### [Exercise data]
──────────────────────────────
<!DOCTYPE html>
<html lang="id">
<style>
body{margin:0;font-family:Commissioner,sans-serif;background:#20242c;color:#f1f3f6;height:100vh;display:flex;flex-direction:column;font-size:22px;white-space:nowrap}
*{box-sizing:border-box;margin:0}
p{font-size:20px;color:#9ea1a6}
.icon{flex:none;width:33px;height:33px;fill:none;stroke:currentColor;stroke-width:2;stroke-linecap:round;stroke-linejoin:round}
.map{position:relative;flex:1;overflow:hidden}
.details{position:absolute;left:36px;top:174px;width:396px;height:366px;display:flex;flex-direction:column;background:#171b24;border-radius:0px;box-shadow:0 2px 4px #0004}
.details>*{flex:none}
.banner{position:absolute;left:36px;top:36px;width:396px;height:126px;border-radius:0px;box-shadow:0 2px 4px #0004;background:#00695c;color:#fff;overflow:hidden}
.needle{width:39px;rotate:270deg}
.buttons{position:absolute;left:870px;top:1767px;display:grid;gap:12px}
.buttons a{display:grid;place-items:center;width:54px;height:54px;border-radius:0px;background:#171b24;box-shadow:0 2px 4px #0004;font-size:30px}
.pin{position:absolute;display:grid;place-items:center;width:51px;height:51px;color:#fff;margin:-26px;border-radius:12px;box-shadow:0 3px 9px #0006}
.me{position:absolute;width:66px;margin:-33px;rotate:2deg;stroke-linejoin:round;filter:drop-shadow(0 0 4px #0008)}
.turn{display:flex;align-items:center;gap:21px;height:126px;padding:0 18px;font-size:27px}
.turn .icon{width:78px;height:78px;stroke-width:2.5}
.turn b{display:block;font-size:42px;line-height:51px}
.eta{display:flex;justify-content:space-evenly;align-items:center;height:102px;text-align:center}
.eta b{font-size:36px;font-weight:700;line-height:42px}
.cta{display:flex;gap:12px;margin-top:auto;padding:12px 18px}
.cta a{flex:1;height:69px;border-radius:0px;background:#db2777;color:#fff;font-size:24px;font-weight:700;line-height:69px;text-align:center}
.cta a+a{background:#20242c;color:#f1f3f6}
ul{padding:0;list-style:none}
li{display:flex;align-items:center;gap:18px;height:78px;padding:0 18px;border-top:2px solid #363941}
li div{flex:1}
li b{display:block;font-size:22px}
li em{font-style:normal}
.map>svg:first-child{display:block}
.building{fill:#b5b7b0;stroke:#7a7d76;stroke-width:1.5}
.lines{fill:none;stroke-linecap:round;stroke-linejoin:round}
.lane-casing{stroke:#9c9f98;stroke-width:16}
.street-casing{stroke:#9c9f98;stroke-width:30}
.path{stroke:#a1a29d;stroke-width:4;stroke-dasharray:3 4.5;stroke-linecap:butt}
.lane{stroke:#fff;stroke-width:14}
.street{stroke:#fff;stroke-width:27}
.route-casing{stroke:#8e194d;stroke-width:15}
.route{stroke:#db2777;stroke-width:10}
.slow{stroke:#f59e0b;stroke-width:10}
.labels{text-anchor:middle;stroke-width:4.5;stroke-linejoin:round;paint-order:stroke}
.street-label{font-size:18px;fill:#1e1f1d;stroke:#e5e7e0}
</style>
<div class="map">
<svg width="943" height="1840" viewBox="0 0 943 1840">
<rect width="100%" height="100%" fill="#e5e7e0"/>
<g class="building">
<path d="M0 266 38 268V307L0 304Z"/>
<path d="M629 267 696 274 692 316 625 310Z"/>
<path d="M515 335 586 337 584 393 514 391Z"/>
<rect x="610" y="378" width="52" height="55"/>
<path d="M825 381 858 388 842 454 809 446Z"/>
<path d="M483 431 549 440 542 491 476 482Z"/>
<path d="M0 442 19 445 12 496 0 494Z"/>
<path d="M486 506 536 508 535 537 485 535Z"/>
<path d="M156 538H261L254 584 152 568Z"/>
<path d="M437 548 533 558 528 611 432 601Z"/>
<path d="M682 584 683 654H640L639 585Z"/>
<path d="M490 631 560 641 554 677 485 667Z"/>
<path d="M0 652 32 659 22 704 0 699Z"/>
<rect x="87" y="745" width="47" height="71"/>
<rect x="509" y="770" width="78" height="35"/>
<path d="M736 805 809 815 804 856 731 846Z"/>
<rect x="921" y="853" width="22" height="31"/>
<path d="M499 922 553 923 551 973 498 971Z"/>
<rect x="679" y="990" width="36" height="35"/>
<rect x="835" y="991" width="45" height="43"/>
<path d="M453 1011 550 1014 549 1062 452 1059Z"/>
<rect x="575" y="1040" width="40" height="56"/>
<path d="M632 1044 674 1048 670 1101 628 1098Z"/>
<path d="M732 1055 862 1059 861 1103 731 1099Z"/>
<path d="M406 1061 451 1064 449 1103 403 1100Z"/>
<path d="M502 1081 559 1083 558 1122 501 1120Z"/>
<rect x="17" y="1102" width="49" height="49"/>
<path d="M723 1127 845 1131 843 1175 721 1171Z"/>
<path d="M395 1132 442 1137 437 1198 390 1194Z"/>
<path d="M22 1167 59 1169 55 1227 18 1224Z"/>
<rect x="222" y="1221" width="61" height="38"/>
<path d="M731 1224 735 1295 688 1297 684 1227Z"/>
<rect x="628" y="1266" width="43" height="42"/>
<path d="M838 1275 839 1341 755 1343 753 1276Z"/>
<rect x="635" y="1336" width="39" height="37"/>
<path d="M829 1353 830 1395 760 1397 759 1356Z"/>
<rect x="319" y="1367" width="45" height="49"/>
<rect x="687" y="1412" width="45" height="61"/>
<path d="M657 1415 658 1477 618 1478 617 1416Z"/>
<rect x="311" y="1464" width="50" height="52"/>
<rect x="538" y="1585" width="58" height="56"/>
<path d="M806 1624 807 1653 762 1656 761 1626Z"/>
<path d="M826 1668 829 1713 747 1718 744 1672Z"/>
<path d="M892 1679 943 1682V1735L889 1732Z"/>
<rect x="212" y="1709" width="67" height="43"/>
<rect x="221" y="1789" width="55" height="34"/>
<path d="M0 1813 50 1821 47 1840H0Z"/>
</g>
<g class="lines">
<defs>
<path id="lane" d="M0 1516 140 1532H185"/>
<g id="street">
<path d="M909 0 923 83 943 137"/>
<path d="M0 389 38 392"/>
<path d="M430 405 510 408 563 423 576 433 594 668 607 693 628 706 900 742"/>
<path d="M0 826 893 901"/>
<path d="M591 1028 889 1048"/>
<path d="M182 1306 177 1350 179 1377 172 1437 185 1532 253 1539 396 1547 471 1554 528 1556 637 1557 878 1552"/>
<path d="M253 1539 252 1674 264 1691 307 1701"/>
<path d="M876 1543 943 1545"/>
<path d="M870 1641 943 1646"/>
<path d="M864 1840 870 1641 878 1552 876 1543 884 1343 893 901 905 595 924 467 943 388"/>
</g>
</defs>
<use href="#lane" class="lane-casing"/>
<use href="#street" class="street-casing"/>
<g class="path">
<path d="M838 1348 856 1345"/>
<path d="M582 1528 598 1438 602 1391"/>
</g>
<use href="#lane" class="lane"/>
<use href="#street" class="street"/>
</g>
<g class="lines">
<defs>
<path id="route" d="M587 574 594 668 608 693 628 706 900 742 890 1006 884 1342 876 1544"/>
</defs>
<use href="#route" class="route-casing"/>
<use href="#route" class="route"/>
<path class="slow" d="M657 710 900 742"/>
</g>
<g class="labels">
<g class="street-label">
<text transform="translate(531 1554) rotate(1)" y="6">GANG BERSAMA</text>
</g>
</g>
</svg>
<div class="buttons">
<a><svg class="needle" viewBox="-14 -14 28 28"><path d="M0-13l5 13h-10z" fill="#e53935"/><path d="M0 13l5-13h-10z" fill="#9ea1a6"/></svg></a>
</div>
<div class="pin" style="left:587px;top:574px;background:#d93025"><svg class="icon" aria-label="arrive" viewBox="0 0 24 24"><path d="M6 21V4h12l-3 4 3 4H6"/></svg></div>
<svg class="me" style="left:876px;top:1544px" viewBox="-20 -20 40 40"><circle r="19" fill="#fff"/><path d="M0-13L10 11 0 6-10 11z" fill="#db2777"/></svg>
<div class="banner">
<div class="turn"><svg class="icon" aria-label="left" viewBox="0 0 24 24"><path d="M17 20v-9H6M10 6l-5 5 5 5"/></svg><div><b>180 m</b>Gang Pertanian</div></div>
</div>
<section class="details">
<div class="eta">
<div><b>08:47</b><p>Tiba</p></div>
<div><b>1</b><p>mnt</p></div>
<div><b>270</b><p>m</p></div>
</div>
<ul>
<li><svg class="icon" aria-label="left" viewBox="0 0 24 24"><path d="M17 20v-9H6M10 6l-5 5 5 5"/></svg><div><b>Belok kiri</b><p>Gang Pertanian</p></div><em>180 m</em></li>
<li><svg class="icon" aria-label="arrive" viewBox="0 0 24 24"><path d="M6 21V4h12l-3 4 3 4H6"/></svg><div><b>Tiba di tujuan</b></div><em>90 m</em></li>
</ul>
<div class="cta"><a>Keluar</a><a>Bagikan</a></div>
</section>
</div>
──────────────────────────────
### [What is expected]
Select and copy every line of the material that holds the string "space".

### [Response to the exercise]
body{margin:0;font-family:Commissioner,sans-serif;background:#20242c;color:#f1f3f6;height:100vh;display:flex;flex-direction:column;font-size:22px;white-space:nowrap}
.eta{display:flex;justify-content:space-evenly;align-items:center;height:102px;text-align:center}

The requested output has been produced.